My current plan is that I’m going to ship food boxes from 2 places on the trail: Invercargill (one food box to Birchwood Station or Ohai) and Queenstown (food boxes to Tekapo, Lake Coleridge, Arthur’s Pass, Boyle Village, and St. Arnaud)

The Birchwood Station box only needs about 4 days worth of food, and is only so I don’t have to start the hike with 10 days worth of food, much of which I won’t need for about 3 or 4 days out of Invercargill. It will get me to Te Anau where I’ll resupply for the stretch up to Queenstown.

I may not send a food drop to Tekapo, but it’s a 7 day stretch past there and I don’t know what food availability / cost is going to be like there, and if I can buy in bulk fairly inexpensively in Queenstown, I’d rather do that.

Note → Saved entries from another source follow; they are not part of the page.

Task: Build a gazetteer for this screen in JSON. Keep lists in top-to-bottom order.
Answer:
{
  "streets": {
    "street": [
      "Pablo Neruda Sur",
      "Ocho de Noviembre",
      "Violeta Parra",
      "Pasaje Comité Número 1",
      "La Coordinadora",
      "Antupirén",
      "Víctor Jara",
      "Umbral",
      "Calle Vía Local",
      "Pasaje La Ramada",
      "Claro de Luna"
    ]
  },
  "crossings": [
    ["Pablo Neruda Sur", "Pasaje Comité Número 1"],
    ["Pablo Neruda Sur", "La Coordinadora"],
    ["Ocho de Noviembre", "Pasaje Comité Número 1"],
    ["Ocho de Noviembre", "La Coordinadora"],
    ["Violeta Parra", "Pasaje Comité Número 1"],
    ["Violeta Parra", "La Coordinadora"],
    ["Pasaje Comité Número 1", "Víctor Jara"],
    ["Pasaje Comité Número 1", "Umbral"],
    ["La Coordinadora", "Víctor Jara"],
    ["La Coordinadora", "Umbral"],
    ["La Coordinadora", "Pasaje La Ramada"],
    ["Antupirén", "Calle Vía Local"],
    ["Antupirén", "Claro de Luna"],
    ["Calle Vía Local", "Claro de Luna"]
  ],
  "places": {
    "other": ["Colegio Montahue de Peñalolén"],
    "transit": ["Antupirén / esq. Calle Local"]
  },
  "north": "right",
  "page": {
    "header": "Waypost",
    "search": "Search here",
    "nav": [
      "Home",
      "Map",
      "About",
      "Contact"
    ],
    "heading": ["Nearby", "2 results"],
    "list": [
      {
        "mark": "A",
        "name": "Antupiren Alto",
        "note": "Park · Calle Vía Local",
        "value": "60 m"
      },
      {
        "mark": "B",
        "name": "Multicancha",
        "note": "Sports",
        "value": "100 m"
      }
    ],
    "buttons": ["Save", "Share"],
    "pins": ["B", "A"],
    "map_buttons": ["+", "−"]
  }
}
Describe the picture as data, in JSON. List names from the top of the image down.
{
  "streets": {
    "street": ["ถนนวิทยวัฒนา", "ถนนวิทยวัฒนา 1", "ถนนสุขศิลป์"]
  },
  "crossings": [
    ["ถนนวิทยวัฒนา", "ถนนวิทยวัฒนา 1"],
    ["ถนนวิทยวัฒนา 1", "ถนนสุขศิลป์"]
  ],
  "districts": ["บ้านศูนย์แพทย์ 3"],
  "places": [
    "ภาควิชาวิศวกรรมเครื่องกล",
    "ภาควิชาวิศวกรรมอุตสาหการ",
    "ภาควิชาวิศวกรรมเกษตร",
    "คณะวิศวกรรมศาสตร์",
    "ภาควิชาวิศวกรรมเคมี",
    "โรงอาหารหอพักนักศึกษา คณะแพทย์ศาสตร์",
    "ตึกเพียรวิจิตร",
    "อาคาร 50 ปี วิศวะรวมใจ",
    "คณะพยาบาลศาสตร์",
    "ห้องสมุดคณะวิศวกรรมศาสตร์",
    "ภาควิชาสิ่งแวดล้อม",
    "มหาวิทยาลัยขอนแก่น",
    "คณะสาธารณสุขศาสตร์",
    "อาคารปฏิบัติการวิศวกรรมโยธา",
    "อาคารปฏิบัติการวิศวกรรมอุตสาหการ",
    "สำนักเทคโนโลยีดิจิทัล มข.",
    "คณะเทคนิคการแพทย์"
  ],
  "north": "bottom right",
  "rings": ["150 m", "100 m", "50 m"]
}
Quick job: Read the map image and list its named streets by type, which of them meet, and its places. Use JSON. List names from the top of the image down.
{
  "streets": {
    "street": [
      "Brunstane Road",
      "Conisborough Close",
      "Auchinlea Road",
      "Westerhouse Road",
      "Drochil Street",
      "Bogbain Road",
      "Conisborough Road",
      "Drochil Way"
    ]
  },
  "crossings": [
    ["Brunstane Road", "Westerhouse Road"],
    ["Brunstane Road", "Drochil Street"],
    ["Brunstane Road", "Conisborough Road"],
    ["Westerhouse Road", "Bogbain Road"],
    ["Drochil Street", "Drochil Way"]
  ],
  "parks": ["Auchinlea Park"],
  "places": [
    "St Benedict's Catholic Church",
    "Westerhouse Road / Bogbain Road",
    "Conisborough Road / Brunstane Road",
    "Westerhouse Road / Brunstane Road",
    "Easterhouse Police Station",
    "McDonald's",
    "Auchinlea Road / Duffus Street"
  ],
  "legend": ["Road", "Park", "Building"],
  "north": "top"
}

The rest of that, though, the food drops are going to be my primary source of food on the trail. Without any ability to augment my food supply for large stretches of trail, I’ll need to carefully plan what I’m going to eat, so I don’t pack too much, but I don’t pack too little, and since most of my food will be coming from one place, fairly early on in the trail, I have to be careful to have enough variety in my food so I don’t get sick of eating oatmeal on day 30 and still have another month of oatmeal ahead of me in food drops! I’m hoping to flesh out many of the meals and such in the first part of the trip, prior to arrival in Queenstown, and basing my food planning for the rest of the trip on that.

There’s a chance I might ship my food drops from Wanaka instead of Queenstown. The primary motivation for Queenstown over Wanaka is there’s a Pak’n’Save in Queenstown but not Wanaka, so I’m running under the assumption I’ll be able to save some money buying there rather than buying everything at, say, Four Square or New World in Wanaka. This is also why I’m opting to mail a box to Tekapo since the next stretch from there is 6-7 days and they have even less supermarket options there. I’m fine with resupplying in Wanaka for a 7 day trip, as New World should have everything I need and the money I might save buying in Queenstown could be offset by shipping and storage costs (assuming I’d be charged to receive a package at my accommodation in Wanaka).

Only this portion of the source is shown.